Вот почему всем этим женщинам так нравится страдать в отношениях? Им просто необходимо это. Правильных, таких как я, им не надо — вытирают ноги. Им подавай говнюков, причем самых отпетых.

 

* * *

— За кем мы следим? — спрашивает Вася с соседнего сидения.

— Тихо ты, пей пиво и жри свой макдональдс, — приставив к глазам театральный бинокль.

— Ладно, — надкусывает гамбургер.

Дверь здания открылась. Появилось несколько силуэтов — курят и смеются.

Убираю бинокль. Поворачиваюсь к щетинистой роже:

— Ты знаешь, что электрон — одновременно и волна, и частица?

— Да какая, нахер, разница? Скоро Зенит играет, поехали, а то пропустим.

Он хотел сделать глоток пива, но вдруг примкнул к лобовому стеклу:

— Ух, погляди, какая цыпа.

Из открытой двери появилась девушка на высоких каблуках.

— Жди здесь! — прокричал я, выскочив из машины.

Девушка быстро перебирала ножками, постукивая шпильками по мокрому тротуару. Золотистые волосы покачивались в такт звонким ударам. Она смотрела перед собой, перешагивая через размытости и блики на черном зеркале.

Дожидаюсь, когда приблизится.

Тяну руку.

— Отвали, нет мелочи, — проносится мимо.

Устремляюсь следом.

— Настя, постой!

Девушка поворачивается.

— Вик…

Оглядывает с ног до головы.

— Что ты, — морщит нос, — что это за шинель на тебе, ты что пил?

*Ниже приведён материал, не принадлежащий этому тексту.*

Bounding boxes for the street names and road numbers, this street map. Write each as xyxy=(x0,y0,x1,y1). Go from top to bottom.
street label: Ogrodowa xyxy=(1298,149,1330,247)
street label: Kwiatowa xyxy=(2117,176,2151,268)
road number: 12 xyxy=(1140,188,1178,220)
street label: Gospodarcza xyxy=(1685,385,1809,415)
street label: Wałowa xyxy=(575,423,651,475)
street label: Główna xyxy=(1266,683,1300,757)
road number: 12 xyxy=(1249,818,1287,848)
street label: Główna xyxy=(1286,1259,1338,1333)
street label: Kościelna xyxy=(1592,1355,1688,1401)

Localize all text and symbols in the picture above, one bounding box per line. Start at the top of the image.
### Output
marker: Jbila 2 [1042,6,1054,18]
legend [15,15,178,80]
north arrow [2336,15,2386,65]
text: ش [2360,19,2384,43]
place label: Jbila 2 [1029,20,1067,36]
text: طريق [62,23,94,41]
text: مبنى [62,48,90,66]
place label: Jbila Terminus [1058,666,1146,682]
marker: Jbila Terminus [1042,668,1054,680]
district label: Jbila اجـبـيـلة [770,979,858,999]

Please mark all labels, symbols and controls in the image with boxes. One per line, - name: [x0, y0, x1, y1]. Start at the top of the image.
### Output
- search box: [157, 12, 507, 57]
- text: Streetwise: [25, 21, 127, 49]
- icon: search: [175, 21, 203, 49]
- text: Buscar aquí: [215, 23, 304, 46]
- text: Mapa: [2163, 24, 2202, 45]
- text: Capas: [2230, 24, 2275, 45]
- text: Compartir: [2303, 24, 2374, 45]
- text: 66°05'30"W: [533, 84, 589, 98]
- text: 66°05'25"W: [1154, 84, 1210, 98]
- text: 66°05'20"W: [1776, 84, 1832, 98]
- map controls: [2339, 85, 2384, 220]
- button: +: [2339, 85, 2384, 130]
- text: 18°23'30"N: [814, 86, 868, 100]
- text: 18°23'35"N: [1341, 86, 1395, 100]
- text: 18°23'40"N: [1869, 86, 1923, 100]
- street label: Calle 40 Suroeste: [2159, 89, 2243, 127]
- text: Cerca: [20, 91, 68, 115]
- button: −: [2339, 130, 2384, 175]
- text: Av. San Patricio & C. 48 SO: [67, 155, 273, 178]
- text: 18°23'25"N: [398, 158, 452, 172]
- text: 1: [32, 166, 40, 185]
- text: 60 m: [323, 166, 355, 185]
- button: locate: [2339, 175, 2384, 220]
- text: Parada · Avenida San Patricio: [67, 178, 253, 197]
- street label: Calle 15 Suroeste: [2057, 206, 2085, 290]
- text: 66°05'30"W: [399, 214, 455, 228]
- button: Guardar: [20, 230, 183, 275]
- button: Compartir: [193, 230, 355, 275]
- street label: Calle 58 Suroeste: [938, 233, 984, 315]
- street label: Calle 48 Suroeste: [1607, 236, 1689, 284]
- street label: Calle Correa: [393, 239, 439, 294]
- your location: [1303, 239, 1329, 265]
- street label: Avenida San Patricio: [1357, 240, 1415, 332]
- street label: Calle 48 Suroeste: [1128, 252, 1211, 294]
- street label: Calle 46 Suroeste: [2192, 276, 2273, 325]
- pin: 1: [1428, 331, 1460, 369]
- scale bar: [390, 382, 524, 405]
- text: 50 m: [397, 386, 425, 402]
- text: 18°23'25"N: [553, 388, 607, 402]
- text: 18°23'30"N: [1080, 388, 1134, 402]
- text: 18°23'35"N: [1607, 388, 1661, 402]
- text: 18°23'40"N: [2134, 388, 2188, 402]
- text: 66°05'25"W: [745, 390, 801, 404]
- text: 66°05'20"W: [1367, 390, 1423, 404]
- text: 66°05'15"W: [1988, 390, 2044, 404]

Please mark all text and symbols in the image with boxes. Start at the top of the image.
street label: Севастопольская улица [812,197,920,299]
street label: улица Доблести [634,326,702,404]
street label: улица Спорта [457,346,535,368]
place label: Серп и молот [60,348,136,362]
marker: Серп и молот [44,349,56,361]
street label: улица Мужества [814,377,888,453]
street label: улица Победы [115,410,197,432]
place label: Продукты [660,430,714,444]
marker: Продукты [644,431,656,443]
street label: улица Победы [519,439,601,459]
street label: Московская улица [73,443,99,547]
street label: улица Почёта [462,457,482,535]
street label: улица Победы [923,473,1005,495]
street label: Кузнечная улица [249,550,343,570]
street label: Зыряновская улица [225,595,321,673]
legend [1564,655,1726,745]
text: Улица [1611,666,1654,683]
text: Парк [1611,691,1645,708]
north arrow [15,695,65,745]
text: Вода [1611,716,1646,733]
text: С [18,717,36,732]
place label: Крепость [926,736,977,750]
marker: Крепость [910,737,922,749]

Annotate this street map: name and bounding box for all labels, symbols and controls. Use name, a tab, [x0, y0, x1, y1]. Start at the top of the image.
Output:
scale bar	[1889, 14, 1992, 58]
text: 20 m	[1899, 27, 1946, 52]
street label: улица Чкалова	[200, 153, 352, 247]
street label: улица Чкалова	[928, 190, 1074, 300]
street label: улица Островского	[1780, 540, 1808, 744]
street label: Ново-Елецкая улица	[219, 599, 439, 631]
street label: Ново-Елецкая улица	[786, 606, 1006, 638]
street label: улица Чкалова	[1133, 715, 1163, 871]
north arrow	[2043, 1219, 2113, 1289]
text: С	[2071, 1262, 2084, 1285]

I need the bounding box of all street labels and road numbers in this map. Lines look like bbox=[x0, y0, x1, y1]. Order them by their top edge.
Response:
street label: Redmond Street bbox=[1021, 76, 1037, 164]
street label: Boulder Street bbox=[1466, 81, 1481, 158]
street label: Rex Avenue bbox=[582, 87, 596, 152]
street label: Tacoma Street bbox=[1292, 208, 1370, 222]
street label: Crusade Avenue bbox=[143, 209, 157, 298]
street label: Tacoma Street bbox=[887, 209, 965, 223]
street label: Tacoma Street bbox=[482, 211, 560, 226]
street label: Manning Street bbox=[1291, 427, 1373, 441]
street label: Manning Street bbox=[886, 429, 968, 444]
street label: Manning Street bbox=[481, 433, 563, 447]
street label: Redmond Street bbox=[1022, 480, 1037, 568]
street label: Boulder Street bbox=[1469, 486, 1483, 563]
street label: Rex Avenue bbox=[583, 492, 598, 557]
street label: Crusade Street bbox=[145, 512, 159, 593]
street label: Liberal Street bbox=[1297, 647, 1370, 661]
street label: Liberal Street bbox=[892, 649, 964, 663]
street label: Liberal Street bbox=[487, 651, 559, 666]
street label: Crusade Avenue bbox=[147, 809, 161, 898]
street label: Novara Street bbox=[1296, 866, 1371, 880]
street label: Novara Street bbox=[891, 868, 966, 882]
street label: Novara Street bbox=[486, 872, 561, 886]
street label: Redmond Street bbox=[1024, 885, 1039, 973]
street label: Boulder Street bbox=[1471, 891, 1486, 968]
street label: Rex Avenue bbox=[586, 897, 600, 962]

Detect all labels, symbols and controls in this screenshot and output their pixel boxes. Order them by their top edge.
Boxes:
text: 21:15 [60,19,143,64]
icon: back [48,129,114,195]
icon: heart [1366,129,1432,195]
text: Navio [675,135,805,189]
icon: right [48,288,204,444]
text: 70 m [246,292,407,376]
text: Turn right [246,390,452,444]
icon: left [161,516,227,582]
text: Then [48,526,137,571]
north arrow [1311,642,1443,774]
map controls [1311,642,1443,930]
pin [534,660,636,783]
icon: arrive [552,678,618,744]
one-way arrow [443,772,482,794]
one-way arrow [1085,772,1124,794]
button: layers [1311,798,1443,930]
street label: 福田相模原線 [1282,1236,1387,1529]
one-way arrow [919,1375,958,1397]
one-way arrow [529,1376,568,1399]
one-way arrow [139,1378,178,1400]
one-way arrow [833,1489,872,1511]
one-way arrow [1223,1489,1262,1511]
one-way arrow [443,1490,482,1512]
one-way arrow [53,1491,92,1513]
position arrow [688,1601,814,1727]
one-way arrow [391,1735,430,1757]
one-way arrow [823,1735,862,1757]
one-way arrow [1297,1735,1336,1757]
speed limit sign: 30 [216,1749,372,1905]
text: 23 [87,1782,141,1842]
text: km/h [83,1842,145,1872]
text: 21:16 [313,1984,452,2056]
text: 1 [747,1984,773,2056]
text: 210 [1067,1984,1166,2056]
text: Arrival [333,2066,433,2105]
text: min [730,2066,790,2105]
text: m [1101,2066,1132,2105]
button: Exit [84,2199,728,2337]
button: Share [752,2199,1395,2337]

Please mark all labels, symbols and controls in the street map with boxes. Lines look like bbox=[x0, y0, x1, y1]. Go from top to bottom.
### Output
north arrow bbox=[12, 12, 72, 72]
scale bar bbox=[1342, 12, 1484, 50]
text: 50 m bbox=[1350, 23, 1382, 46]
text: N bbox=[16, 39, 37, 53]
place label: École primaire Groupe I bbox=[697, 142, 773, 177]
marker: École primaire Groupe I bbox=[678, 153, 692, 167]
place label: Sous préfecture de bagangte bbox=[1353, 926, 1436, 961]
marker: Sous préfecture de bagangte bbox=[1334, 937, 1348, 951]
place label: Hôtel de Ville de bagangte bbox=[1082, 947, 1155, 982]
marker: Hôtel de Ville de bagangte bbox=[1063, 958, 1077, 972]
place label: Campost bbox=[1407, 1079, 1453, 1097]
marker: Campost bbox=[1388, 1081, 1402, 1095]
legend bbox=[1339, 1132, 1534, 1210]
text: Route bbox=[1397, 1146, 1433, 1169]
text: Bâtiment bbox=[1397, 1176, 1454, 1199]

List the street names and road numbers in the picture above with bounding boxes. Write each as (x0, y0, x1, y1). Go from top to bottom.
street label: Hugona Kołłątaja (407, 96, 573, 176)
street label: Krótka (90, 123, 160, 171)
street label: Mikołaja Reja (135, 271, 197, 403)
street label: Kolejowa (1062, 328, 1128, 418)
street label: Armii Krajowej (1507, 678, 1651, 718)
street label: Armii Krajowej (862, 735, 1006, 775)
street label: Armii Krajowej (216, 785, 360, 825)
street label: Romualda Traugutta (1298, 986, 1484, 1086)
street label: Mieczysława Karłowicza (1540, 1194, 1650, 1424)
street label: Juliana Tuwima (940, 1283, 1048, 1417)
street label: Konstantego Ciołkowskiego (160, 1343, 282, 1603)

— Да нет же, — говорю, — я за рулем. Просто подвез пьяного приятеля.

Скрещивает руки на груди:

— Чего тебе?

— У меня это… — шмыгнув носом, — мы ведь с Полиной развелись, ты в курсе?

Молчит.

Мимо пронеслась машина, ослепляя фарами.

Скользнувшая по нашим лицам вспышка, вдруг побудила собеседницу смягчиться:

— Знаешь, — дрогнул женский голос, — не думала, что все так обернется. Я ведь мечтала, что у нас с тобой что-то получится, и сделала все ради этого.

Вздохнув, она повернула голову, всматриваясь в пустоту Суворовского проспекта.

Какое-то время она стояла задумчиво, поглаживая пальцами сережку в правом ухе.

Затем взволнованно продолжила:

— А ты, бестолковый, посмотри до чего скатился. Бизнес, все потерял… — вытирает щеку. — Ты уж меня извини.

Разворачивается.

— Значит, это ты! — удерживаю за локоть. — Ты помогла бандитам отобрать мой бизнес?

Настя поворачивает голову, глядя ошарашенно.

— Нет же, Господи, нет! — пятится назад. — Да как ты можешь…

Пренебрежительно качает головой.

— Катись ты к дьяволу, пьянчуга!

Спешит прочь.

Догоняю, схватив за рукав. Девушка закричала, вырвалась и поспешила прочь. Шпильки застучали как удаляющийся поезд.

Тут же, со скрипом, тормозит мокрыми колодками милицейский уазик. Выходят двое в форме, хлопнув железными дверями.

— Ребят, у меня документы в маш…

Дыхание пропало. Падаю на колени.

От плотного удара живот режет тысячей осколков.

Пока я корчился, задыхаясь, с мокрыми коленями, крысы в погонах обчистили карманы — забрали купюры, мелочь и все, что нашли. Среди мелочи было обручальное кольцо. Уазик уехал.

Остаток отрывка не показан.